TRY IT: If a line in the records below contains the word "Institución", copy it.

[RECORDS SUPPLIED]

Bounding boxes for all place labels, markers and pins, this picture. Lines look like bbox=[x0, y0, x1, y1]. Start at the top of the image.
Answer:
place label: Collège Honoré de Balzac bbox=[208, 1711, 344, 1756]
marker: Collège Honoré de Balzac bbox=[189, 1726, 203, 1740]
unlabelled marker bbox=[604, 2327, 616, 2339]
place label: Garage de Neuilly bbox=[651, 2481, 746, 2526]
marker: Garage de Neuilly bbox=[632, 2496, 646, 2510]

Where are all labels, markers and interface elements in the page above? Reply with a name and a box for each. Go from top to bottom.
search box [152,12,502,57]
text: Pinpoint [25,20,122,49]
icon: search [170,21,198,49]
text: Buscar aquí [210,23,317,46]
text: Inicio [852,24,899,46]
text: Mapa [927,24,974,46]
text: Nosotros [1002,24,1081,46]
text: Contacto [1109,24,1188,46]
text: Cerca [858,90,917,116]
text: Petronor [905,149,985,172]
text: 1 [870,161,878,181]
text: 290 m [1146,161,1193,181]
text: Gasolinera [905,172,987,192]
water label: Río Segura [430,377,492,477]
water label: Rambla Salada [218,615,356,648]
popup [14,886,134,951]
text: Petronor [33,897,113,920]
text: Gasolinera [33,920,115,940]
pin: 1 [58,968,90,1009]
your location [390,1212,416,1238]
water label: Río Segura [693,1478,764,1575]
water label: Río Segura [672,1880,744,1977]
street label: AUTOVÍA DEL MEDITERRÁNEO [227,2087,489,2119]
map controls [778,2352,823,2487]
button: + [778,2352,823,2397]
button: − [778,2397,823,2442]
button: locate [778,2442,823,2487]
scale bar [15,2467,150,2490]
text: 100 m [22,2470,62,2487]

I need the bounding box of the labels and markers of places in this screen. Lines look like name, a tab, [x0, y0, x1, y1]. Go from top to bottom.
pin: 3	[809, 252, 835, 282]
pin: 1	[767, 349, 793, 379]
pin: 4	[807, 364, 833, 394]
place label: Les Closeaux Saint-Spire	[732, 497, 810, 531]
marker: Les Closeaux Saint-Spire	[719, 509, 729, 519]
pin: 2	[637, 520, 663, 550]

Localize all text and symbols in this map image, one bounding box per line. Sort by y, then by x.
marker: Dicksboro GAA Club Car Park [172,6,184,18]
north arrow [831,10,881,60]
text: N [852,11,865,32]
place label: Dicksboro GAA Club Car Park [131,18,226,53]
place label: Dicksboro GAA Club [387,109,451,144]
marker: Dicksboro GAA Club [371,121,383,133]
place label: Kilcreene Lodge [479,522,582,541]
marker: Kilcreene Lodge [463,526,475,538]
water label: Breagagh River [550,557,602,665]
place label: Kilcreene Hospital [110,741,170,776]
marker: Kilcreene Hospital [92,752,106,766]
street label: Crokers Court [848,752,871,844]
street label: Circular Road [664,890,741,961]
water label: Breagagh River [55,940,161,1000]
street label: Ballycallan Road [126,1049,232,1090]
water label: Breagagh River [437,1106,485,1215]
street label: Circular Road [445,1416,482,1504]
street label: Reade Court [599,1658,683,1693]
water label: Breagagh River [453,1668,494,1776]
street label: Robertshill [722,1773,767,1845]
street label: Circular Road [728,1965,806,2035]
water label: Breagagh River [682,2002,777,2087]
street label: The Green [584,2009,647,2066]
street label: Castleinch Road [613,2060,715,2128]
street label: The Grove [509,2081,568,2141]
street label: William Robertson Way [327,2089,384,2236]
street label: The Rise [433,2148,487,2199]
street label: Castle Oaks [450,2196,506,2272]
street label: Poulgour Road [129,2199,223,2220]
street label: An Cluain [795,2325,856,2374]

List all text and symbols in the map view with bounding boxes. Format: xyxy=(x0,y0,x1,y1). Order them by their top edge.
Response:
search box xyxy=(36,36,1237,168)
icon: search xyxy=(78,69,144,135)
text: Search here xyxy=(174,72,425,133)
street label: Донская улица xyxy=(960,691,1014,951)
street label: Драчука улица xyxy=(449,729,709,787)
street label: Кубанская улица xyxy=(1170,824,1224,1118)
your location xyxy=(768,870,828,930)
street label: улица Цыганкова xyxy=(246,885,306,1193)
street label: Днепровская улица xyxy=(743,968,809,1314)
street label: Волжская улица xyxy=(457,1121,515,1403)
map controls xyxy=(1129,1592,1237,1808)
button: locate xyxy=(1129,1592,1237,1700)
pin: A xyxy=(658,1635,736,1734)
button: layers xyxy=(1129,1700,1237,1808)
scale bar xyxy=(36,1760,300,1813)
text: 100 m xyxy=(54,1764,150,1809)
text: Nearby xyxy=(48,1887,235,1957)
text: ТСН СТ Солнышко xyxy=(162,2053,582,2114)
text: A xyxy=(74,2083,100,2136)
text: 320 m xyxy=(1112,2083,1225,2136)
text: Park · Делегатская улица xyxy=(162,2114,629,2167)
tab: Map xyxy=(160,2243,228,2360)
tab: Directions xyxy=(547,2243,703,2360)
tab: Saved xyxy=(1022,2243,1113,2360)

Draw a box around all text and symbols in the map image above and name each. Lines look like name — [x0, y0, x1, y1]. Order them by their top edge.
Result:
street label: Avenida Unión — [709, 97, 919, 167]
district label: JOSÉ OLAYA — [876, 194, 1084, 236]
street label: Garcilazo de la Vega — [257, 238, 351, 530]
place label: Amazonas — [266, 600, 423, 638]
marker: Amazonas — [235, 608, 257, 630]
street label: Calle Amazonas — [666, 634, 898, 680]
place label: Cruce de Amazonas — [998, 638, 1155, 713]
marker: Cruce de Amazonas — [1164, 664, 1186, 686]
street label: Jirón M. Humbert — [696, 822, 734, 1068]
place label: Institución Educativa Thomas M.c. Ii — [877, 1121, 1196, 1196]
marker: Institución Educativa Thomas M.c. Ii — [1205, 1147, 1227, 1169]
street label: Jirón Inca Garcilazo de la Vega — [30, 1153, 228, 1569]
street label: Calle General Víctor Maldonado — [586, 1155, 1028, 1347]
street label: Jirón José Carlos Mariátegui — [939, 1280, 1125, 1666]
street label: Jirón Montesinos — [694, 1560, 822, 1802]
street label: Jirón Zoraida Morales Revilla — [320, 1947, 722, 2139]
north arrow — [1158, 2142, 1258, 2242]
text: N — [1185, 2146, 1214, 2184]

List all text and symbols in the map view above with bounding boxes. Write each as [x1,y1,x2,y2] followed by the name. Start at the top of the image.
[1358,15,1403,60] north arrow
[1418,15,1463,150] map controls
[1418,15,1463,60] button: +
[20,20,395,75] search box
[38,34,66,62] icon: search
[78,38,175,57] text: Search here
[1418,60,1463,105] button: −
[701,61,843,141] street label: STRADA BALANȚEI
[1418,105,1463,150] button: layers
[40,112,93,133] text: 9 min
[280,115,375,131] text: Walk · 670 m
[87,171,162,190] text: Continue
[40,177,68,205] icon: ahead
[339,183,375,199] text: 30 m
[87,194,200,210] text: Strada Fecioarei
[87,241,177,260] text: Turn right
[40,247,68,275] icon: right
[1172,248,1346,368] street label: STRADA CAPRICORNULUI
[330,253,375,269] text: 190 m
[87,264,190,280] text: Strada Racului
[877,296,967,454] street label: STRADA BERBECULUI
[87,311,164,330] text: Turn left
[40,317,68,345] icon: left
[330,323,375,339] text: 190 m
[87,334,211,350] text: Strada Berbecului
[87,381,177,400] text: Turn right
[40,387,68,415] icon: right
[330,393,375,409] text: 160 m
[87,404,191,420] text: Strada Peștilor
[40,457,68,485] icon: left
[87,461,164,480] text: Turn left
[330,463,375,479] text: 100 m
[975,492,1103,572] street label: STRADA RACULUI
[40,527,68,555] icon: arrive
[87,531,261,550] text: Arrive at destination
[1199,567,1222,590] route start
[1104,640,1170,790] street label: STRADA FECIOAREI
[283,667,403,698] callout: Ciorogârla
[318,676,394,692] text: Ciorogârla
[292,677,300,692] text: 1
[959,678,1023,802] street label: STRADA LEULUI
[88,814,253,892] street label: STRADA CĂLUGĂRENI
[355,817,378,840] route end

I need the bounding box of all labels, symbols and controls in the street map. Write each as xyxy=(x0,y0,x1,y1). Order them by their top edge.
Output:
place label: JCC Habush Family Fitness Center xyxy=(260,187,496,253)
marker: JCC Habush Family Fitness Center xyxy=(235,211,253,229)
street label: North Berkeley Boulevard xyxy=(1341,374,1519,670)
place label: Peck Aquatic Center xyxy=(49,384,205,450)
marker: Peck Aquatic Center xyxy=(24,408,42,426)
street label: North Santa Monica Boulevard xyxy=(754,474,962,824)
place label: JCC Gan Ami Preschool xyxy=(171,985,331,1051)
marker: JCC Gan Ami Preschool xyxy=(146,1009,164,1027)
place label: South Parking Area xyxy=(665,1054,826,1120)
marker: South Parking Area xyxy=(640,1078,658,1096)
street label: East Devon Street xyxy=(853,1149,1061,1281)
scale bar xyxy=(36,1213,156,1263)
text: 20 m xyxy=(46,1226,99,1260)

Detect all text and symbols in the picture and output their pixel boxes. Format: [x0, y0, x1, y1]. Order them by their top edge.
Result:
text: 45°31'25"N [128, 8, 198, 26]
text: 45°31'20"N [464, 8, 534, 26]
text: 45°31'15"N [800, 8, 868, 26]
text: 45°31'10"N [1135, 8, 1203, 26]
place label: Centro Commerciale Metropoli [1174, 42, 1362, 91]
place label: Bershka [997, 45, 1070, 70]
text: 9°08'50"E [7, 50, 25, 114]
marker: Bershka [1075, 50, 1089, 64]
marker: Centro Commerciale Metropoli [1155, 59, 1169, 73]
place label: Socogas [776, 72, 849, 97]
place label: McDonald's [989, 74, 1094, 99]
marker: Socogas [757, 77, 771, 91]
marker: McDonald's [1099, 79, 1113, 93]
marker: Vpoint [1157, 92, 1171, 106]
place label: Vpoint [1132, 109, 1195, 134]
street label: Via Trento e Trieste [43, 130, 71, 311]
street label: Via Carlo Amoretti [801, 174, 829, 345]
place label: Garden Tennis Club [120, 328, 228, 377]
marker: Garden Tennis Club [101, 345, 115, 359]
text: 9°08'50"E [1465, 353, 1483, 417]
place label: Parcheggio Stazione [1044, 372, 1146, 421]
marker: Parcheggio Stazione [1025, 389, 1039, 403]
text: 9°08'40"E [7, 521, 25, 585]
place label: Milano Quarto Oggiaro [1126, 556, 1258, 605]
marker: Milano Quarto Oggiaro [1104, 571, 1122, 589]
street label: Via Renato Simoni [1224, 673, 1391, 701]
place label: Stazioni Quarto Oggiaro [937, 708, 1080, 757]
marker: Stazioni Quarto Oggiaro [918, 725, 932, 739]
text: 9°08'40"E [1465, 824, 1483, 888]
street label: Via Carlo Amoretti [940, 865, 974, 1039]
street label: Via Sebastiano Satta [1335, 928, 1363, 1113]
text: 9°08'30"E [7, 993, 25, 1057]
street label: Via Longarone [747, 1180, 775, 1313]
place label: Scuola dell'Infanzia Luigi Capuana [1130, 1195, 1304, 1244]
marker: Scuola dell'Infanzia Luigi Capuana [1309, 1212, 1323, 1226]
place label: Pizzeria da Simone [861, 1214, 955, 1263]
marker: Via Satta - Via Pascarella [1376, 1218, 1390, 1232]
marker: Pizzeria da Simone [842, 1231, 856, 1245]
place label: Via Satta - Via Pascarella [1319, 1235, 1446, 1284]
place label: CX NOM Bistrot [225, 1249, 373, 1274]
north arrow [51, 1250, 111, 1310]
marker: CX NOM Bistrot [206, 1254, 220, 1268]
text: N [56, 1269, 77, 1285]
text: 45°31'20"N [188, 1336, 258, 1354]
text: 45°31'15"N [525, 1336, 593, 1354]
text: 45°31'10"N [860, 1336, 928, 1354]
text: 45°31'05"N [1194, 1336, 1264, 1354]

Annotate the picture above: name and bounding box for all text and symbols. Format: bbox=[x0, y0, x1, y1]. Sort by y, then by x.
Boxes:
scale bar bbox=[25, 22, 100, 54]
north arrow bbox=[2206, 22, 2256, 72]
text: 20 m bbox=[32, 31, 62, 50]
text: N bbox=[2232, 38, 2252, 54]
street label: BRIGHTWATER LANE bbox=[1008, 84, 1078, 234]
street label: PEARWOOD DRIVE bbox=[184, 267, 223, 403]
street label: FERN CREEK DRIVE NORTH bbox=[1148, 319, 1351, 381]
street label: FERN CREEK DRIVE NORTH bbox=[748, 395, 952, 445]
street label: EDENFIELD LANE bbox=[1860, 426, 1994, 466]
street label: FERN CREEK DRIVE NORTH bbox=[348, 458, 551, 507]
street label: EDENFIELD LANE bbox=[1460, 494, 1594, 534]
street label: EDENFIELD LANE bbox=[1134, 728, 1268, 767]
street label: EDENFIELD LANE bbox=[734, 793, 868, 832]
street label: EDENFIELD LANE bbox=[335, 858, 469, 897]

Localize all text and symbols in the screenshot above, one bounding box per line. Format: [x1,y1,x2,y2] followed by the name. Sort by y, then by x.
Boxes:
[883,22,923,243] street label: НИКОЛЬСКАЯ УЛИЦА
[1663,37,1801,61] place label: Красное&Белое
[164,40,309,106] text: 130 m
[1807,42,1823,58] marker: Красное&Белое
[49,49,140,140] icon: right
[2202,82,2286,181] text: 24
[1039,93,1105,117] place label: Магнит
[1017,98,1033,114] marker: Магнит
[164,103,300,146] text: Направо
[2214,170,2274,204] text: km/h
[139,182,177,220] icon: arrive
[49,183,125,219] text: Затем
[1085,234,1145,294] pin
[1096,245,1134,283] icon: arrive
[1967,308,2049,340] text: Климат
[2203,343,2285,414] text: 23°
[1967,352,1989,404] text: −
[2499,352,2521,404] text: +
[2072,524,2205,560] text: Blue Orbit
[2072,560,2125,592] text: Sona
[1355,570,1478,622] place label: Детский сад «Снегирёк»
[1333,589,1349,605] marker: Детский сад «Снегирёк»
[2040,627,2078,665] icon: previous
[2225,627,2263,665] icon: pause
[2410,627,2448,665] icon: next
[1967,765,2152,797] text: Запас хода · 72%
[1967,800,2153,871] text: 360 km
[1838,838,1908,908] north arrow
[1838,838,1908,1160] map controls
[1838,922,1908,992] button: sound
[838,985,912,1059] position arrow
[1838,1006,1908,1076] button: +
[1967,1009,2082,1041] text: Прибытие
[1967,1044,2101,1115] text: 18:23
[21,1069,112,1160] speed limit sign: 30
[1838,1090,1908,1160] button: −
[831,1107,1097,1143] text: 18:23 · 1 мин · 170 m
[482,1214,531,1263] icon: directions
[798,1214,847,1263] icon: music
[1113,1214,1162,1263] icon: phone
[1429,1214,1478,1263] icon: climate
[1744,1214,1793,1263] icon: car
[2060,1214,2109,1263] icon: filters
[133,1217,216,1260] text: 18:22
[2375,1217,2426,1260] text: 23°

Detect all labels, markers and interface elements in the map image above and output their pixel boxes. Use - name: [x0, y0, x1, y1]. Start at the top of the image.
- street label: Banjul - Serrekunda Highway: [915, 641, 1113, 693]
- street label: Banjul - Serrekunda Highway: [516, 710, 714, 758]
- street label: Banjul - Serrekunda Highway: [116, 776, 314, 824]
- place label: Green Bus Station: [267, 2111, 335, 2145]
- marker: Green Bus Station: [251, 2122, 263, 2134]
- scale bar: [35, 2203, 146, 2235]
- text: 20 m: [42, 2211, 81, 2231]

[/RECORDS SUPPLIED]

EXERCISE RESULT:
place label: Institución Educativa Thomas M.c. Ii — [877, 1121, 1196, 1196]
marker: Institución Educativa Thomas M.c. Ii — [1205, 1147, 1227, 1169]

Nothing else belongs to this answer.